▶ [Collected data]
************
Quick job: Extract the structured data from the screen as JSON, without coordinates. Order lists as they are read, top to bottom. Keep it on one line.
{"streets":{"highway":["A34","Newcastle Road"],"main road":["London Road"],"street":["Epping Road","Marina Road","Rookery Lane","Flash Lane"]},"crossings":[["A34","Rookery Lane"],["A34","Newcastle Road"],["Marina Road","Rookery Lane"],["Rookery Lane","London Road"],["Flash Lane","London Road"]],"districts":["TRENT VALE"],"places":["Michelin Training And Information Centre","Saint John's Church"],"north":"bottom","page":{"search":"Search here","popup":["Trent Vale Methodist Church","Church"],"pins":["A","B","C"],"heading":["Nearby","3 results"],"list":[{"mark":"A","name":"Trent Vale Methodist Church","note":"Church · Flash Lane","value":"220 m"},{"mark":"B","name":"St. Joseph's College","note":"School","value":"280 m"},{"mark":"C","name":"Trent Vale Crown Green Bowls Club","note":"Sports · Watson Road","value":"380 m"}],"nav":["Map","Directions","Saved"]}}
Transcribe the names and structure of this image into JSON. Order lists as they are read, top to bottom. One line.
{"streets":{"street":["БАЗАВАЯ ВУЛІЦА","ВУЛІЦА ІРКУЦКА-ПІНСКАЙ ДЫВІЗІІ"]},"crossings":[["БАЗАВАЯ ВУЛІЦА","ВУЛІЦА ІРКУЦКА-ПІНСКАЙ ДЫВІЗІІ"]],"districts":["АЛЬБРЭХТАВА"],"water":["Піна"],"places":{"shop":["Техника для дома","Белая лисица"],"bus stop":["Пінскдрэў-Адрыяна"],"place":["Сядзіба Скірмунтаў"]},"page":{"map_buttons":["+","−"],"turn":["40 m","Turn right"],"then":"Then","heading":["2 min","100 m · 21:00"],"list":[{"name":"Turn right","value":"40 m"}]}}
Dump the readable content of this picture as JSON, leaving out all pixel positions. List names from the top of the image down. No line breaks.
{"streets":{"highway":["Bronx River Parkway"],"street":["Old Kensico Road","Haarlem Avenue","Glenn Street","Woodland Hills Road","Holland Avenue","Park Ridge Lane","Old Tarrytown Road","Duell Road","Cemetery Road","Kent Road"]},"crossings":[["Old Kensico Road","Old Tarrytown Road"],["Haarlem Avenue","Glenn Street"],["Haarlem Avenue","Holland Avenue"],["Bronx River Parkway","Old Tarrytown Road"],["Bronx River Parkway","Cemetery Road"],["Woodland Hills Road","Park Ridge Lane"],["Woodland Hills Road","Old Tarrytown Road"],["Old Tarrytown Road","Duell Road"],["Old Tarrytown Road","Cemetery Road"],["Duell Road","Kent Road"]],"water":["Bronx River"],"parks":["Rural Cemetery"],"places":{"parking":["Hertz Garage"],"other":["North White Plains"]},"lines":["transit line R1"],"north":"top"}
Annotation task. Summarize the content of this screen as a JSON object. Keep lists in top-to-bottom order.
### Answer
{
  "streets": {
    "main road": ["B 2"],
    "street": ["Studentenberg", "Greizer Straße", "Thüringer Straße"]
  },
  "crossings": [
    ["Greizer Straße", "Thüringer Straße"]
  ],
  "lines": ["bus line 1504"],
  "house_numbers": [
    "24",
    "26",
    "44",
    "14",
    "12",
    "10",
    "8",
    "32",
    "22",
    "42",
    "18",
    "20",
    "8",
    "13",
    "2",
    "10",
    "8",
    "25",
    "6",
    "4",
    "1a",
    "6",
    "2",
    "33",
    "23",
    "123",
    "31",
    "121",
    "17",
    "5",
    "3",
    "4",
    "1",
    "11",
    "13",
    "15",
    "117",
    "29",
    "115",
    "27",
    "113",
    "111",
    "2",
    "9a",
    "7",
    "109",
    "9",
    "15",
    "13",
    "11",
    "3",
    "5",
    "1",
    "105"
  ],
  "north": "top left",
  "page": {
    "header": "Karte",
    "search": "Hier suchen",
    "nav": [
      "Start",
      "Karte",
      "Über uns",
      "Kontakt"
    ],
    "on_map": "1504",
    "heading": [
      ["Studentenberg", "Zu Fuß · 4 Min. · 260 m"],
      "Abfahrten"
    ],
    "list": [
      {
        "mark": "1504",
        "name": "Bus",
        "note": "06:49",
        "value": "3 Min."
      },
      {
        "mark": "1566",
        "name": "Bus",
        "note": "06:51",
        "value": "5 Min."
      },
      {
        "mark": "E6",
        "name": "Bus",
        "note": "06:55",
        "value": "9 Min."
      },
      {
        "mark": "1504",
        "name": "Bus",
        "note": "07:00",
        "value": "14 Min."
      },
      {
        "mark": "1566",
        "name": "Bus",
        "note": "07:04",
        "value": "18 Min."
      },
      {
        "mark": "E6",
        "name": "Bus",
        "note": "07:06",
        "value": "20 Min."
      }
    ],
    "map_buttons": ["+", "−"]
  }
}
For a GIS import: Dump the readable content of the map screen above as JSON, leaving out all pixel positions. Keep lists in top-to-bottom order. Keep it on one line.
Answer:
************
Please reproduce all of the records exactly as they stand.

Quick job: Extract the structured data from the screen as JSON, without coordinates. Order lists as they are read, top to bottom. Keep it on one line.
{"streets":{"highway":["A34","Newcastle Road"],"main road":["London Road"],"street":["Epping Road","Marina Road","Rookery Lane","Flash Lane"]},"crossings":[["A34","Rookery Lane"],["A34","Newcastle Road"],["Marina Road","Rookery Lane"],["Rookery Lane","London Road"],["Flash Lane","London Road"]],"districts":["TRENT VALE"],"places":["Michelin Training And Information Centre","Saint John's Church"],"north":"bottom","page":{"search":"Search here","popup":["Trent Vale Methodist Church","Church"],"pins":["A","B","C"],"heading":["Nearby","3 results"],"list":[{"mark":"A","name":"Trent Vale Methodist Church","note":"Church · Flash Lane","value":"220 m"},{"mark":"B","name":"St. Joseph's College","note":"School","value":"280 m"},{"mark":"C","name":"Trent Vale Crown Green Bowls Club","note":"Sports · Watson Road","value":"380 m"}],"nav":["Map","Directions","Saved"]}}
Transcribe the names and structure of this image into JSON. Order lists as they are read, top to bottom. One line.
{"streets":{"street":["БАЗАВАЯ ВУЛІЦА","ВУЛІЦА ІРКУЦКА-ПІНСКАЙ ДЫВІЗІІ"]},"crossings":[["БАЗАВАЯ ВУЛІЦА","ВУЛІЦА ІРКУЦКА-ПІНСКАЙ ДЫВІЗІІ"]],"districts":["АЛЬБРЭХТАВА"],"water":["Піна"],"places":{"shop":["Техника для дома","Белая лисица"],"bus stop":["Пінскдрэў-Адрыяна"],"place":["Сядзіба Скірмунтаў"]},"page":{"map_buttons":["+","−"],"turn":["40 m","Turn right"],"then":"Then","heading":["2 min","100 m · 21:00"],"list":[{"name":"Turn right","value":"40 m"}]}}
Dump the readable content of this picture as JSON, leaving out all pixel positions. List names from the top of the image down. No line breaks.
{"streets":{"highway":["Bronx River Parkway"],"street":["Old Kensico Road","Haarlem Avenue","Glenn Street","Woodland Hills Road","Holland Avenue","Park Ridge Lane","Old Tarrytown Road","Duell Road","Cemetery Road","Kent Road"]},"crossings":[["Old Kensico Road","Old Tarrytown Road"],["Haarlem Avenue","Glenn Street"],["Haarlem Avenue","Holland Avenue"],["Bronx River Parkway","Old Tarrytown Road"],["Bronx River Parkway","Cemetery Road"],["Woodland Hills Road","Park Ridge Lane"],["Woodland Hills Road","Old Tarrytown Road"],["Old Tarrytown Road","Duell Road"],["Old Tarrytown Road","Cemetery Road"],["Duell Road","Kent Road"]],"water":["Bronx River"],"parks":["Rural Cemetery"],"places":{"parking":["Hertz Garage"],"other":["North White Plains"]},"lines":["transit line R1"],"north":"top"}
Annotation task. Summarize the content of this screen as a JSON object. Keep lists in top-to-bottom order.
### Answer
{
  "streets": {
    "main road": ["B 2"],
    "street": ["Studentenberg", "Greizer Straße", "Thüringer Straße"]
  },
  "crossings": [
    ["Greizer Straße", "Thüringer Straße"]
  ],
  "lines": ["bus line 1504"],
  "house_numbers": [
    "24",
    "26",
    "44",
    "14",
    "12",
    "10",
    "8",
    "32",
    "22",
    "42",
    "18",
    "20",
    "8",
    "13",
    "2",
    "10",
    "8",
    "25",
    "6",
    "4",
    "1a",
    "6",
    "2",
    "33",
    "23",
    "123",
    "31",
    "121",
    "17",
    "5",
    "3",
    "4",
    "1",
    "11",
    "13",
    "15",
    "117",
    "29",
    "115",
    "27",
    "113",
    "111",
    "2",
    "9a",
    "7",
    "109",
    "9",
    "15",
    "13",
    "11",
    "3",
    "5",
    "1",
    "105"
  ],
  "north": "top left",
  "page": {
    "header": "Karte",
    "search": "Hier suchen",
    "nav": [
      "Start",
      "Karte",
      "Über uns",
      "Kontakt"
    ],
    "on_map": "1504",
    "heading": [
      ["Studentenberg", "Zu Fuß · 4 Min. · 260 m"],
      "Abfahrten"
    ],
    "list": [
      {
        "mark": "1504",
        "name": "Bus",
        "note": "06:49",
        "value": "3 Min."
      },
      {
        "mark": "1566",
        "name": "Bus",
        "note": "06:51",
        "value": "5 Min."
      },
      {
        "mark": "E6",
        "name": "Bus",
        "note": "06:55",
        "value": "9 Min."
      },
      {
        "mark": "1504",
        "name": "Bus",
        "note": "07:00",
        "value": "14 Min."
      },
      {
        "mark": "1566",
        "name": "Bus",
        "note": "07:04",
        "value": "18 Min."
      },
      {
        "mark": "E6",
        "name": "Bus",
        "note": "07:06",
        "value": "20 Min."
      }
    ],
    "map_buttons": ["+", "−"]
  }
}
For a GIS import: Dump the readable content of the map screen above as JSON, leaving out all pixel positions. Keep lists in top-to-bottom order. Keep it on one line.
Answer:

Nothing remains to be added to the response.